■ **How to complete this task**: Keep only the lines of the data below that contain "overflow", and copy them.

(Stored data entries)
_ _ _ _ _

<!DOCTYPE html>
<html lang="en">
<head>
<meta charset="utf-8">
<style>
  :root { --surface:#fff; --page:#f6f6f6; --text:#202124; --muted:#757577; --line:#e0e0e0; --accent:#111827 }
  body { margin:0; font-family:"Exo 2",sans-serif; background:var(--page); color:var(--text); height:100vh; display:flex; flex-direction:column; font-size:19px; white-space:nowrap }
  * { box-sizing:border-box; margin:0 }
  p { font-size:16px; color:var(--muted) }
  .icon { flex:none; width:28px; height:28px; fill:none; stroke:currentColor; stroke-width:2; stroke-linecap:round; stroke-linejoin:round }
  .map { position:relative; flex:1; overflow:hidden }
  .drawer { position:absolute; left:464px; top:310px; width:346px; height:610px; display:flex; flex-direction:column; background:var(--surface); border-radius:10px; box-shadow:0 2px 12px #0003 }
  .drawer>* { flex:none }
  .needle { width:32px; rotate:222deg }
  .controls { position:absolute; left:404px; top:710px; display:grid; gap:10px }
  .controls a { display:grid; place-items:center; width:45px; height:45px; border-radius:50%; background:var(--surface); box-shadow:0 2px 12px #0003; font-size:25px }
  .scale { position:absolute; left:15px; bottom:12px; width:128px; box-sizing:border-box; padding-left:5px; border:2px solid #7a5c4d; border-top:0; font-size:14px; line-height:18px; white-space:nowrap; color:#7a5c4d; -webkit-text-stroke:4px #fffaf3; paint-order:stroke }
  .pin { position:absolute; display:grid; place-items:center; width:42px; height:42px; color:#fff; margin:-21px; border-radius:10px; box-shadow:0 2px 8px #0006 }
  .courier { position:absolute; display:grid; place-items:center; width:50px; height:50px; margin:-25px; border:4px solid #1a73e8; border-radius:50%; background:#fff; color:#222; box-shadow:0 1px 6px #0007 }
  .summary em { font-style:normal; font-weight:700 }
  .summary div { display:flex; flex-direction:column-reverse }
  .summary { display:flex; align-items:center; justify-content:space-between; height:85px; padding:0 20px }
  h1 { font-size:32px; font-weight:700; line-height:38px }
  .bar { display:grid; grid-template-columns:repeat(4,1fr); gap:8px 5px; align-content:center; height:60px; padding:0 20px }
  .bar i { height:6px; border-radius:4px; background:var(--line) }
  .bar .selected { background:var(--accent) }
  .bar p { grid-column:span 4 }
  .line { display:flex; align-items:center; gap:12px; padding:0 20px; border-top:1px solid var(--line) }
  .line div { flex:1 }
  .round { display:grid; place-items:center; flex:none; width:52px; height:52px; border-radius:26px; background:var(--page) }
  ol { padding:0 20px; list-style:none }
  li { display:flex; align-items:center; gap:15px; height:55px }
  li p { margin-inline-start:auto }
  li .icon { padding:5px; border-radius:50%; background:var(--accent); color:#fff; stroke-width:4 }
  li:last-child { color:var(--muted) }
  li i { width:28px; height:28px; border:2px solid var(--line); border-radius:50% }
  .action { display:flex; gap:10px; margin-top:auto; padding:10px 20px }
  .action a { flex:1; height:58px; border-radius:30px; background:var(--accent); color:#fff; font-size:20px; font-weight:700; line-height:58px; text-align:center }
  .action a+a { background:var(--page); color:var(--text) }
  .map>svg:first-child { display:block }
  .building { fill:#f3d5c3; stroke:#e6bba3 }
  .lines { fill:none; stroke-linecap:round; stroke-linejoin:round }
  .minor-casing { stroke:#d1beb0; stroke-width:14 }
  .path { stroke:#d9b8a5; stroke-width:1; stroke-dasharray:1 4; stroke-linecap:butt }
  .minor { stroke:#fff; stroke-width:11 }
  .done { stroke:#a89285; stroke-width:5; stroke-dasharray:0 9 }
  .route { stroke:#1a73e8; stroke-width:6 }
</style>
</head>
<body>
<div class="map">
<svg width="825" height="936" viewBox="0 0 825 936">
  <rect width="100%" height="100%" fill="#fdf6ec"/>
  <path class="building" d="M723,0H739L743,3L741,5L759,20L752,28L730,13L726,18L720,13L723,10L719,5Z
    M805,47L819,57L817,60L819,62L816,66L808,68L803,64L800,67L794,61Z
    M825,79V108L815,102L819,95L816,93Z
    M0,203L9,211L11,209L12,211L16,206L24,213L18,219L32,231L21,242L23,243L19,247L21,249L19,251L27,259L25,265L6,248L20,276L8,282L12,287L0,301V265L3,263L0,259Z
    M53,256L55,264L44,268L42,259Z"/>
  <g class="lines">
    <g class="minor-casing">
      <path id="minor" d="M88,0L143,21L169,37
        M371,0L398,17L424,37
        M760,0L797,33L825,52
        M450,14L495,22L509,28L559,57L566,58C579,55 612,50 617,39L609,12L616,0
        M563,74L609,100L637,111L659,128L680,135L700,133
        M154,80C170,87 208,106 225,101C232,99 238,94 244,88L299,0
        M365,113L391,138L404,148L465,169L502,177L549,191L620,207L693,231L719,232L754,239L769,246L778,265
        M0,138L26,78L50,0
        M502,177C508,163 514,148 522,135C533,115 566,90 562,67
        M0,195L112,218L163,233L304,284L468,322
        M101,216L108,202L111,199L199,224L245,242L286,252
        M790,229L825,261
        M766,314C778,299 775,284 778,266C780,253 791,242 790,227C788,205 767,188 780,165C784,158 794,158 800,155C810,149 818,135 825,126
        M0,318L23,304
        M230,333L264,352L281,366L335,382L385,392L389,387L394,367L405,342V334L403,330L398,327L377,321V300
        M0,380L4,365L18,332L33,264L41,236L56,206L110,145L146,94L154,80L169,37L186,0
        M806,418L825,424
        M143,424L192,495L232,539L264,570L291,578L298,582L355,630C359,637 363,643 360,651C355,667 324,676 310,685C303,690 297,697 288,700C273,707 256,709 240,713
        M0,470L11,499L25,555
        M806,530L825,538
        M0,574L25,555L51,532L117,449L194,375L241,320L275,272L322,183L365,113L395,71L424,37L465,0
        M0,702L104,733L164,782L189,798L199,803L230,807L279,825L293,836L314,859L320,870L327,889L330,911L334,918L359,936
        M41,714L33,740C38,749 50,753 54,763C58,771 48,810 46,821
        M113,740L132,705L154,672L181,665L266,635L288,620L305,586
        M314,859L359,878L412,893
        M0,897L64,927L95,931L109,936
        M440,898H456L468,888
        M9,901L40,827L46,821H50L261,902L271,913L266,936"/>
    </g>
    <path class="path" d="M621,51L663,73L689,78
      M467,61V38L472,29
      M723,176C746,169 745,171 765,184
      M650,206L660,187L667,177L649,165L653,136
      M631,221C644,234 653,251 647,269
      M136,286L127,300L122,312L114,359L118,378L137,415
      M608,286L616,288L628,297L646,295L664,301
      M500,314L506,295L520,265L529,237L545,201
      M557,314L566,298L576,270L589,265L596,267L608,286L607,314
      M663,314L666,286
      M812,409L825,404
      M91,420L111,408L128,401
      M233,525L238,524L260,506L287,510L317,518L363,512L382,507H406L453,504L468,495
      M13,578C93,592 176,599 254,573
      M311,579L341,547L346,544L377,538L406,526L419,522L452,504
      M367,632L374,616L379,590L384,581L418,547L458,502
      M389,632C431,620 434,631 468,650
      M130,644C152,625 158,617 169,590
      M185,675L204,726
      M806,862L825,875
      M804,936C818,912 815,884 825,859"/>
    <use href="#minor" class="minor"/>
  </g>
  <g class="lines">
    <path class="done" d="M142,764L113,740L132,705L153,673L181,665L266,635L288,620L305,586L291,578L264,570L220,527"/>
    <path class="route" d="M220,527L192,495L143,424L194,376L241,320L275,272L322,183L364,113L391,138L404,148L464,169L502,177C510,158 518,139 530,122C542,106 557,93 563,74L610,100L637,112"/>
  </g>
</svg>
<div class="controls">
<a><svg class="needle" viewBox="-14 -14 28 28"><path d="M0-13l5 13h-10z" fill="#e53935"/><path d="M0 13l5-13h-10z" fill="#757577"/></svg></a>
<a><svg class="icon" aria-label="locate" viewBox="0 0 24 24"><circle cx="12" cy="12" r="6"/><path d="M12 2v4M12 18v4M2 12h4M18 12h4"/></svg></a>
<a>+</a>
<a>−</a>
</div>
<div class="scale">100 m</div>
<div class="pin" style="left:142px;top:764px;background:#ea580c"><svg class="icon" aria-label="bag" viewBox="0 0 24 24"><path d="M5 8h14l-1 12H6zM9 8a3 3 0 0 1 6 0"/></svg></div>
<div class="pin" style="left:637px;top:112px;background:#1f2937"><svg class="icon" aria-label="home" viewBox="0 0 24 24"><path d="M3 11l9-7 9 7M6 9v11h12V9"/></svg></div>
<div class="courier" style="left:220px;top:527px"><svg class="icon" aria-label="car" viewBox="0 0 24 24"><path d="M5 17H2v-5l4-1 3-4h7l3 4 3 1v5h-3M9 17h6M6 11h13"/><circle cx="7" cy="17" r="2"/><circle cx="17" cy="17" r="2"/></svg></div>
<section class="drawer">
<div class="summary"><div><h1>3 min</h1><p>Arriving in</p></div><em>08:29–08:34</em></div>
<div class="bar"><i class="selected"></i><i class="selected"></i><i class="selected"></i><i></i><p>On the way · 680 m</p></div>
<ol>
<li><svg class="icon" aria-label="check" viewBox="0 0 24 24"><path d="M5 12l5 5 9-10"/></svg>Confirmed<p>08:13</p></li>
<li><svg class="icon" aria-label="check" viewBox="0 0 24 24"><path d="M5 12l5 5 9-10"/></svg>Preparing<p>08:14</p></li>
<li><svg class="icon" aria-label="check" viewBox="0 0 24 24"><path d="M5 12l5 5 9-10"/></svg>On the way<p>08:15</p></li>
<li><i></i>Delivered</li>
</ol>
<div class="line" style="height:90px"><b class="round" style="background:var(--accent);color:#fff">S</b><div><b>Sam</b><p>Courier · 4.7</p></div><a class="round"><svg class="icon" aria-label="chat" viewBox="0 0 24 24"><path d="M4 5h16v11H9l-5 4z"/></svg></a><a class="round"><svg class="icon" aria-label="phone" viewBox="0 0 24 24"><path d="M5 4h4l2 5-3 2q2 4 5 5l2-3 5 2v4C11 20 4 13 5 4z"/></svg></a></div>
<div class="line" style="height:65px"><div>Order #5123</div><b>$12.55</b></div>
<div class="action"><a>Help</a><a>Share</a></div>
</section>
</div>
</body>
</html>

_ _ _ _ _

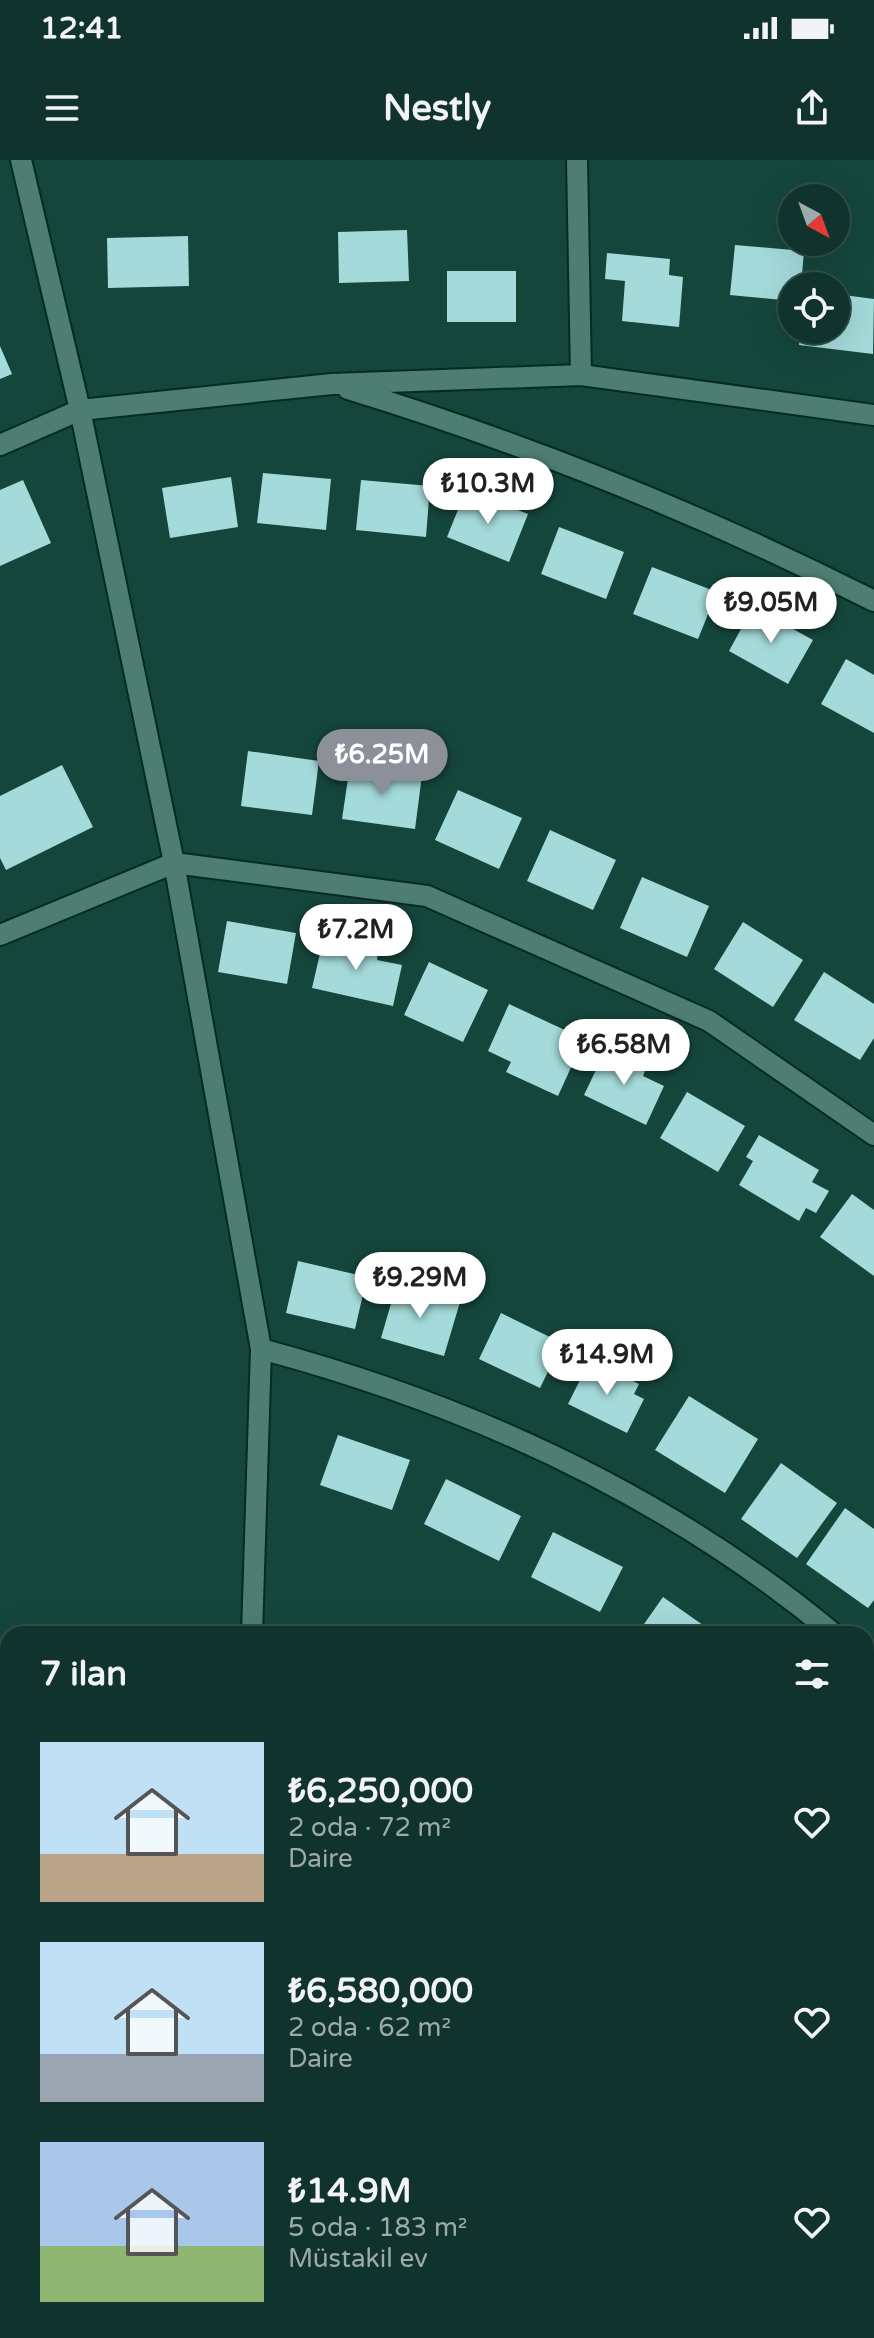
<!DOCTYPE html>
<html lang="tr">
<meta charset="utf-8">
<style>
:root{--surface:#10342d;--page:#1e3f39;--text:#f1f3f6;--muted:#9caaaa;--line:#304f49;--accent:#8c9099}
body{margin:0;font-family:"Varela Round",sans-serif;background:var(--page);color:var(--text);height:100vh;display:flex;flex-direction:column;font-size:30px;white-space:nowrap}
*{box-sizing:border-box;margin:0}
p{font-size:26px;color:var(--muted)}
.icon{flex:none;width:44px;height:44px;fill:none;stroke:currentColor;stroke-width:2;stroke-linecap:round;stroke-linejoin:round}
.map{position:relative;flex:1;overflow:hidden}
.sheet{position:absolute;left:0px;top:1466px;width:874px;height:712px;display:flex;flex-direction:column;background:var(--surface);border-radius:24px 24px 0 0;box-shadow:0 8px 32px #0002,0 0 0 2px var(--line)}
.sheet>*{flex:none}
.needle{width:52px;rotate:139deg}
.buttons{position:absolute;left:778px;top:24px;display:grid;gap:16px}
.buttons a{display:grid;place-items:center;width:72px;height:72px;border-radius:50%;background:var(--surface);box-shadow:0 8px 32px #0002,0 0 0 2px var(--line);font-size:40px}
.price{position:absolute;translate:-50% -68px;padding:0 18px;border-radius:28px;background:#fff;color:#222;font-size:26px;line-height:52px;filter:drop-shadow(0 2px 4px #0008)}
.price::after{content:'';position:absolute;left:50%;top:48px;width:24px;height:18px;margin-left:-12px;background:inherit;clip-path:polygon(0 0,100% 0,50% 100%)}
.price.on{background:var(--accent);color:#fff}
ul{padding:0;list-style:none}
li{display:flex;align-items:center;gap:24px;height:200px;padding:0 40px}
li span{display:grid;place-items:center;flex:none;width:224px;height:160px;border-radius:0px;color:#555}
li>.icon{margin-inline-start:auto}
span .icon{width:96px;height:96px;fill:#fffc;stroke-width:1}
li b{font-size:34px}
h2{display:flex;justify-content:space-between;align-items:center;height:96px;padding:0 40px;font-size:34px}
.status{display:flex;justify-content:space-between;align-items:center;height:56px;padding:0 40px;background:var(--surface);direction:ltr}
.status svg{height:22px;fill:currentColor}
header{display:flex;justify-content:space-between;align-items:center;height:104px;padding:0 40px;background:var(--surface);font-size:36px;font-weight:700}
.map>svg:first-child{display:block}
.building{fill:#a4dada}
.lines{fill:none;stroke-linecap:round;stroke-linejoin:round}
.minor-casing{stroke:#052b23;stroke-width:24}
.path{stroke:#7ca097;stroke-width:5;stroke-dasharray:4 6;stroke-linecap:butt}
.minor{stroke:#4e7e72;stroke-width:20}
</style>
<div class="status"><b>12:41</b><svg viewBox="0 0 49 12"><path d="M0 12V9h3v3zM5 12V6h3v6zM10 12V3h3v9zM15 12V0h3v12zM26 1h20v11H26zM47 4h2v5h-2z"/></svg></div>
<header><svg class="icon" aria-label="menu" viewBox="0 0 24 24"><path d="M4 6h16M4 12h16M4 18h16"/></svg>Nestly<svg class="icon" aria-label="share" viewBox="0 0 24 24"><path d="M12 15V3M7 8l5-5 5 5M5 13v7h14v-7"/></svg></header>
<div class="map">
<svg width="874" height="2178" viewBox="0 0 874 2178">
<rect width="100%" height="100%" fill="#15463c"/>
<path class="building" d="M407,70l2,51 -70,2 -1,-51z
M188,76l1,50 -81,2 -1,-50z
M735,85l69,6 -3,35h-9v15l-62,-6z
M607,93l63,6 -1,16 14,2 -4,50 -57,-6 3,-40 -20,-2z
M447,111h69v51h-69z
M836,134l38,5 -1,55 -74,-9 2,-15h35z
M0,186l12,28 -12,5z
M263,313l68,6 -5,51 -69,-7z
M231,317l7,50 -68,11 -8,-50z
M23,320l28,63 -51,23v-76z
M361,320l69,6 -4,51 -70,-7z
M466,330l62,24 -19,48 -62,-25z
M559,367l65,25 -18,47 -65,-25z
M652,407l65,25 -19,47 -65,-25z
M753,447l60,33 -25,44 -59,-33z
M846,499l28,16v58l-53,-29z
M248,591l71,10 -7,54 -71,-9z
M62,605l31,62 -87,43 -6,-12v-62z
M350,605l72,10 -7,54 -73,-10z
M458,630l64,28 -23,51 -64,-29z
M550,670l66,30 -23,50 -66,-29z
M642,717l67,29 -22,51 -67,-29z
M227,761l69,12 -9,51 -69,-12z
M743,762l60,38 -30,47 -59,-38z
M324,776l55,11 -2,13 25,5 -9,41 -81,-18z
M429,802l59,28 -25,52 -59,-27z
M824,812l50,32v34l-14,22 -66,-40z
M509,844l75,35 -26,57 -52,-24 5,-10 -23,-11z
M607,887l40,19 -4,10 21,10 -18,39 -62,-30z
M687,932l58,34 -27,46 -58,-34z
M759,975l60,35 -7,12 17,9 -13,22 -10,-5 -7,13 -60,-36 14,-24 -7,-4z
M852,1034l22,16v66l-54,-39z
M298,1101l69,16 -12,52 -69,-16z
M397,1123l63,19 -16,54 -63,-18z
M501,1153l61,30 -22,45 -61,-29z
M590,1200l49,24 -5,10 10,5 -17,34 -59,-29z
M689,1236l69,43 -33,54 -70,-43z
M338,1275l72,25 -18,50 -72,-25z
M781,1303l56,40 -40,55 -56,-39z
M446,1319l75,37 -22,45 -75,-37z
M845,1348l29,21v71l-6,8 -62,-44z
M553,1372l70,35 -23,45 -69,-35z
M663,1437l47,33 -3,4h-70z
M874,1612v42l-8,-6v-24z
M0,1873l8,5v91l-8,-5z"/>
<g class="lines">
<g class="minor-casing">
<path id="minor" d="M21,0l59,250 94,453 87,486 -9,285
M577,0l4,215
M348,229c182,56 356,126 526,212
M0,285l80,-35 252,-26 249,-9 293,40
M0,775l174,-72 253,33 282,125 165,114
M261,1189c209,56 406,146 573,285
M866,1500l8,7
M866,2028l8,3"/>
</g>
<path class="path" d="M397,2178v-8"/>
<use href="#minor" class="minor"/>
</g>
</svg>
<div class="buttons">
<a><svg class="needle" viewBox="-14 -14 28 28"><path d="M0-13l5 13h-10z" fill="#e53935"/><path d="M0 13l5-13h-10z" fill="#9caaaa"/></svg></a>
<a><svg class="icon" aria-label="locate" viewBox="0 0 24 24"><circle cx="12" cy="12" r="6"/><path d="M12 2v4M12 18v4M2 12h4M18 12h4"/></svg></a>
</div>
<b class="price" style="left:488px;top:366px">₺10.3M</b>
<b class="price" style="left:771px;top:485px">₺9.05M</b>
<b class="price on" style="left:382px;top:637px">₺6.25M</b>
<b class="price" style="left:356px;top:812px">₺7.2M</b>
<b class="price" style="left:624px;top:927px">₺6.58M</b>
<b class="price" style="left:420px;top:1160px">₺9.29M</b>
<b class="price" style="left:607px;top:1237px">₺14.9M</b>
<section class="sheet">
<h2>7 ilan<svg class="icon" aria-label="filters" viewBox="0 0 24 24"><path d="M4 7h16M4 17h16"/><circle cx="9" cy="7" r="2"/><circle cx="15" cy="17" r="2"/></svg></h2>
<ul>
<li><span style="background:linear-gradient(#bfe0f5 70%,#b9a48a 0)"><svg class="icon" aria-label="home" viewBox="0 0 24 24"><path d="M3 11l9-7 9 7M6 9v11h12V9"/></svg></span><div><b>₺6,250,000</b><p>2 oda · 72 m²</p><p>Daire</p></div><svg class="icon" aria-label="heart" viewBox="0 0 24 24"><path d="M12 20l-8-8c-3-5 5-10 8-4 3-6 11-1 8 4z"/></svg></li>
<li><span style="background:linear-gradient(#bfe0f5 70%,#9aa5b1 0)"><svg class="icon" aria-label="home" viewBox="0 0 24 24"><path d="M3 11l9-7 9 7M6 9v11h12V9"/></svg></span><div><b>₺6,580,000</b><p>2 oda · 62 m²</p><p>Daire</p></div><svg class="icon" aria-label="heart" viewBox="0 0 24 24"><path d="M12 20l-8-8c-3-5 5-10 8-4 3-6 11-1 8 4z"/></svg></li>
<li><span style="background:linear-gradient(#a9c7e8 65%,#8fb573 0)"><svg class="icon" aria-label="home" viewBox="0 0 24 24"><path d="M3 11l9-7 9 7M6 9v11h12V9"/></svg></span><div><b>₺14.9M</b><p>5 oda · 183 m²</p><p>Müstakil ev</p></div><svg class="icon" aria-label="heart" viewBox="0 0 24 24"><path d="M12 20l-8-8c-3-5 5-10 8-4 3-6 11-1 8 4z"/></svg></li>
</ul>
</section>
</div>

_ _ _ _ _

■ **Result for this task**:
  .map { position:relative; flex:1; overflow:hidden }
.map{position:relative;flex:1;overflow:hidden}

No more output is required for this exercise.